_Your goal:_ How many of the lines below hold "linejoin"? Only the number, please.

_Data for this exercise:_
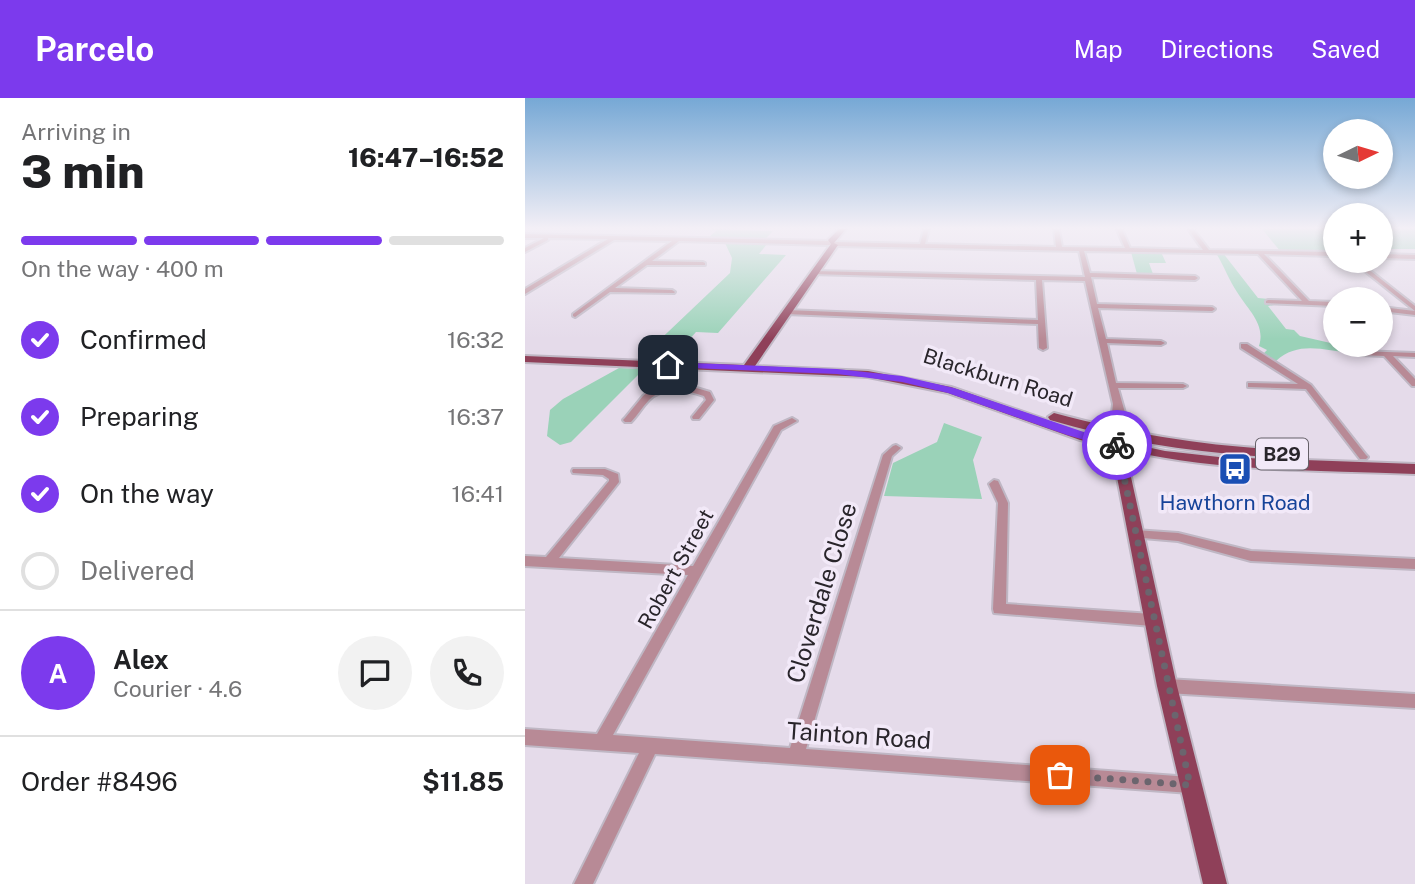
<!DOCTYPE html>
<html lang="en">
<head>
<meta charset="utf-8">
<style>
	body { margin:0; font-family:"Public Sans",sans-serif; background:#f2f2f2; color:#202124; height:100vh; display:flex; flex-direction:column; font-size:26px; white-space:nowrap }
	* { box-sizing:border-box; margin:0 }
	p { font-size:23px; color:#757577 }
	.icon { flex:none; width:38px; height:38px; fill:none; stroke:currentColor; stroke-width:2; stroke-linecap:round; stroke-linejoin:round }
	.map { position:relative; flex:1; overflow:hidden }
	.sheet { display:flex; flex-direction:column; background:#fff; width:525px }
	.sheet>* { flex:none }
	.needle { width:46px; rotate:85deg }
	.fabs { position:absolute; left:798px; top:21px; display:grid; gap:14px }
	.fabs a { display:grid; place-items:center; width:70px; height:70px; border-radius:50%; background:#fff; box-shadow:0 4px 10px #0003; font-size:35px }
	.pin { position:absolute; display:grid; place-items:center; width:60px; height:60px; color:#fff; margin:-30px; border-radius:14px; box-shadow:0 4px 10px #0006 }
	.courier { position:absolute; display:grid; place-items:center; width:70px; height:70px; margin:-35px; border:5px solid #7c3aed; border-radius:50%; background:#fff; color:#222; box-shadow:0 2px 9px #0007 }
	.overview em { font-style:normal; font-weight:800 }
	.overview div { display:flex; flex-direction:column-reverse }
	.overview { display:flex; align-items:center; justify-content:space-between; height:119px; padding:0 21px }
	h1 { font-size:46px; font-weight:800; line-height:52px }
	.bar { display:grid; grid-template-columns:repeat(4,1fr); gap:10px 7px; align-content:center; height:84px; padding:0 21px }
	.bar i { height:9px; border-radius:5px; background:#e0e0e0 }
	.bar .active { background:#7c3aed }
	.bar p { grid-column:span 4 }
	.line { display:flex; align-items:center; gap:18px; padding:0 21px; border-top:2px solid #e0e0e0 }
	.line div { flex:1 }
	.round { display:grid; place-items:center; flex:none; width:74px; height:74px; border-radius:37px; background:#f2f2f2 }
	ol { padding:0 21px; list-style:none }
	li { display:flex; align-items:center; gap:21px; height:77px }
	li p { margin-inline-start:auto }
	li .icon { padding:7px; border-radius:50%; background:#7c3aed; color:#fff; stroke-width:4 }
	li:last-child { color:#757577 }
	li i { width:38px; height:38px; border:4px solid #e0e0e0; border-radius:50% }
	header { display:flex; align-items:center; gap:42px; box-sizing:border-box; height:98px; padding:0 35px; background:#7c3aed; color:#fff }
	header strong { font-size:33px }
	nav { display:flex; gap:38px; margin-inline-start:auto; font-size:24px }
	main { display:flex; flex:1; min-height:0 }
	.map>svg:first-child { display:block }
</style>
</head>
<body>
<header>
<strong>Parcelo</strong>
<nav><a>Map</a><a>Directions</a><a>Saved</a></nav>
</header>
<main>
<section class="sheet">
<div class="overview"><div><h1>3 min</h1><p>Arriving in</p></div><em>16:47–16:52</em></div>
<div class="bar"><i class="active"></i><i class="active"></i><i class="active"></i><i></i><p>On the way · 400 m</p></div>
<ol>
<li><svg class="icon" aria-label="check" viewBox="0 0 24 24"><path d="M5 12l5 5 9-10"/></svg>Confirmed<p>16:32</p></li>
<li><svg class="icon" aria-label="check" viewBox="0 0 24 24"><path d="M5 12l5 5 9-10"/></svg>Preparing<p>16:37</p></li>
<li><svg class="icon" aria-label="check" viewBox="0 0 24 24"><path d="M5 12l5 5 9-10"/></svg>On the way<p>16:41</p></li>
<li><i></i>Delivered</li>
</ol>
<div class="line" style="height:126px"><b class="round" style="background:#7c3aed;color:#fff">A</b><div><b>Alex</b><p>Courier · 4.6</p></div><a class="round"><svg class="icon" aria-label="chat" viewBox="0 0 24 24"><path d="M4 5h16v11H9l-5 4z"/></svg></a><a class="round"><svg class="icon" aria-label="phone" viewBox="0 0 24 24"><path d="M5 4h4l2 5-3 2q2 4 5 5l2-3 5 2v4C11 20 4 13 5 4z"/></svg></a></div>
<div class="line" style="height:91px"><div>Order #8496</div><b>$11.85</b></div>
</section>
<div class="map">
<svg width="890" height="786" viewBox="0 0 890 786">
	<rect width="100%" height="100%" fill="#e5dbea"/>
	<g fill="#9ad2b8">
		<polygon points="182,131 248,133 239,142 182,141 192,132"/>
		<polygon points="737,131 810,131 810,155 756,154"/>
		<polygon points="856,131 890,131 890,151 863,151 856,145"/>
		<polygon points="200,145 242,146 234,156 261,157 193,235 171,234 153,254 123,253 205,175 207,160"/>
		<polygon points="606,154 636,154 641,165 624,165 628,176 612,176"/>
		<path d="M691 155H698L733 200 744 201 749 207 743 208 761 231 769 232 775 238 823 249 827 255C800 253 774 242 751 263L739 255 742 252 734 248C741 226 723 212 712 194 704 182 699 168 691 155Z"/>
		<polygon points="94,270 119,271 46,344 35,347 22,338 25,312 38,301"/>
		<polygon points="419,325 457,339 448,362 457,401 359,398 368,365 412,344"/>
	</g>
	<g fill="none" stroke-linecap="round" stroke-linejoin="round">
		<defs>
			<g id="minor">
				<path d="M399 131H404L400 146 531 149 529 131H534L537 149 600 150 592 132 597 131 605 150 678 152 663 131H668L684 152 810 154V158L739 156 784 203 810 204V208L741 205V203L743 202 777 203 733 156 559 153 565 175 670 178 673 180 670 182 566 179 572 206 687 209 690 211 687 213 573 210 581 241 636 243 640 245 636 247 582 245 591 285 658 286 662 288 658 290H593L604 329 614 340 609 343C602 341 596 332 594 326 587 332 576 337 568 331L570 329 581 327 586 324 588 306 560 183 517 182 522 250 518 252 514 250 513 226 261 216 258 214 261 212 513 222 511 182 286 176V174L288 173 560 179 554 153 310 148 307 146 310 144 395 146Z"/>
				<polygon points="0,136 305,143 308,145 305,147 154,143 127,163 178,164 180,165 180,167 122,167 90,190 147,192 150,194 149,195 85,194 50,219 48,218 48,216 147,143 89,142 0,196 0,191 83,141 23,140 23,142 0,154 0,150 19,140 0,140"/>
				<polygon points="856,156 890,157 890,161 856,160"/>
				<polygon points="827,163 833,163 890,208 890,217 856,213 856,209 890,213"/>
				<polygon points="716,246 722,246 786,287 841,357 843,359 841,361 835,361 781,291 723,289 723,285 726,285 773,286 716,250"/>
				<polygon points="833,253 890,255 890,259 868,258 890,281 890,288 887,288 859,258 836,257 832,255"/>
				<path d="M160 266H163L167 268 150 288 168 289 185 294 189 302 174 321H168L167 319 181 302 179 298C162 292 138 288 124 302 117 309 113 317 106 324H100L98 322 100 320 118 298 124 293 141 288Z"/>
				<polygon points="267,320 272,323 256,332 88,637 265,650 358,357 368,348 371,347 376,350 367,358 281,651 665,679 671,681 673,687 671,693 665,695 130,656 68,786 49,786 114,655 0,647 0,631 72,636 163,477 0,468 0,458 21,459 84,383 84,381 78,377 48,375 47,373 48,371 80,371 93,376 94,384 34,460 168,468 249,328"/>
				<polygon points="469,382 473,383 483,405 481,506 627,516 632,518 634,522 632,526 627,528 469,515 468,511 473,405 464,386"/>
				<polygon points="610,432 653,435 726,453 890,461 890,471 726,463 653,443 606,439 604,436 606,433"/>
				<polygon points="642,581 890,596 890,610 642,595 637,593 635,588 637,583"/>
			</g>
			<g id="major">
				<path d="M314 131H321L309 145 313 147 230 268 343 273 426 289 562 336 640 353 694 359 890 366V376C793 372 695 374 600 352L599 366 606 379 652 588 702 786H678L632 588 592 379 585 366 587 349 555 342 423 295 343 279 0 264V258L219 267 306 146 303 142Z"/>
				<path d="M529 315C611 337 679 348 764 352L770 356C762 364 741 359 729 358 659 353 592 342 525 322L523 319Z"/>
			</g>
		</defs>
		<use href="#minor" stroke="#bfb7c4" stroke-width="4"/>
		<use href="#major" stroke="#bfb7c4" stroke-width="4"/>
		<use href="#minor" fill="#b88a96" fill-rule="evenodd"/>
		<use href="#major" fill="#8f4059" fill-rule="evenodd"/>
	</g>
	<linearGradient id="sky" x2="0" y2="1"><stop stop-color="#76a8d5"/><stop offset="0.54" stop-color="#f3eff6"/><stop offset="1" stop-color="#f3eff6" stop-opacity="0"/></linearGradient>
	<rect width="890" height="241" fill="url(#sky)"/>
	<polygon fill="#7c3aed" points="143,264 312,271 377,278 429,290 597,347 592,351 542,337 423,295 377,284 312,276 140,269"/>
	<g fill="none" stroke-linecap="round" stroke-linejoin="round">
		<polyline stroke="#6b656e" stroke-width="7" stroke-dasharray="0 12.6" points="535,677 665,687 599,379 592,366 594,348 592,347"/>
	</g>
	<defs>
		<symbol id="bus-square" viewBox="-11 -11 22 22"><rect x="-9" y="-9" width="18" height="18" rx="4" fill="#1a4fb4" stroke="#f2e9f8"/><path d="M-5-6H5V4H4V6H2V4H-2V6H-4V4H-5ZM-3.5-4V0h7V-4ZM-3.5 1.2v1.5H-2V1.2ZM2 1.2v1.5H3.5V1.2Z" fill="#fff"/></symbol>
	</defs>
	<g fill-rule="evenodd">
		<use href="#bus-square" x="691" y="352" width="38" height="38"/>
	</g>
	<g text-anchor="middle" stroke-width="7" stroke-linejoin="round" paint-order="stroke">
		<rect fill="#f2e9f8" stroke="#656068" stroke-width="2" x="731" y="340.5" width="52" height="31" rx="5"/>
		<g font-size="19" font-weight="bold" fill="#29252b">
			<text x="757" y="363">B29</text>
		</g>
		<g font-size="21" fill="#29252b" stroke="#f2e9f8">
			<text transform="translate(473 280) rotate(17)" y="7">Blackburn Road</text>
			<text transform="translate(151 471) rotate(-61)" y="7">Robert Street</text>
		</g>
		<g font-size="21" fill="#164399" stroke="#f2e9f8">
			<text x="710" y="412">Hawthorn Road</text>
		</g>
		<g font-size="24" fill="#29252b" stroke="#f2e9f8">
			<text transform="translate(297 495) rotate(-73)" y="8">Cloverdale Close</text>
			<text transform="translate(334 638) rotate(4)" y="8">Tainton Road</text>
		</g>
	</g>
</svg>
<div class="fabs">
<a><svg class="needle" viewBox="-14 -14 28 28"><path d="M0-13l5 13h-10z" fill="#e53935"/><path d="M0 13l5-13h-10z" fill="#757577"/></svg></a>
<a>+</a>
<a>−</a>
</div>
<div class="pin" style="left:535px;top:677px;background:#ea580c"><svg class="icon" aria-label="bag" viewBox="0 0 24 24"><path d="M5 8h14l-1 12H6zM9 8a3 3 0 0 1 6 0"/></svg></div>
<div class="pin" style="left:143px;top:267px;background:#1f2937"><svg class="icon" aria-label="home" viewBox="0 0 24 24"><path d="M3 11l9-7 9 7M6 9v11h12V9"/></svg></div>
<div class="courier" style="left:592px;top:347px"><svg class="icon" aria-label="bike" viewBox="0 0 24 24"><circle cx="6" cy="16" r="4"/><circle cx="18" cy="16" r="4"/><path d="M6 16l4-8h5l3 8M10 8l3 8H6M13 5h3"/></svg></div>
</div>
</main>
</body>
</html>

_The answer:_ 4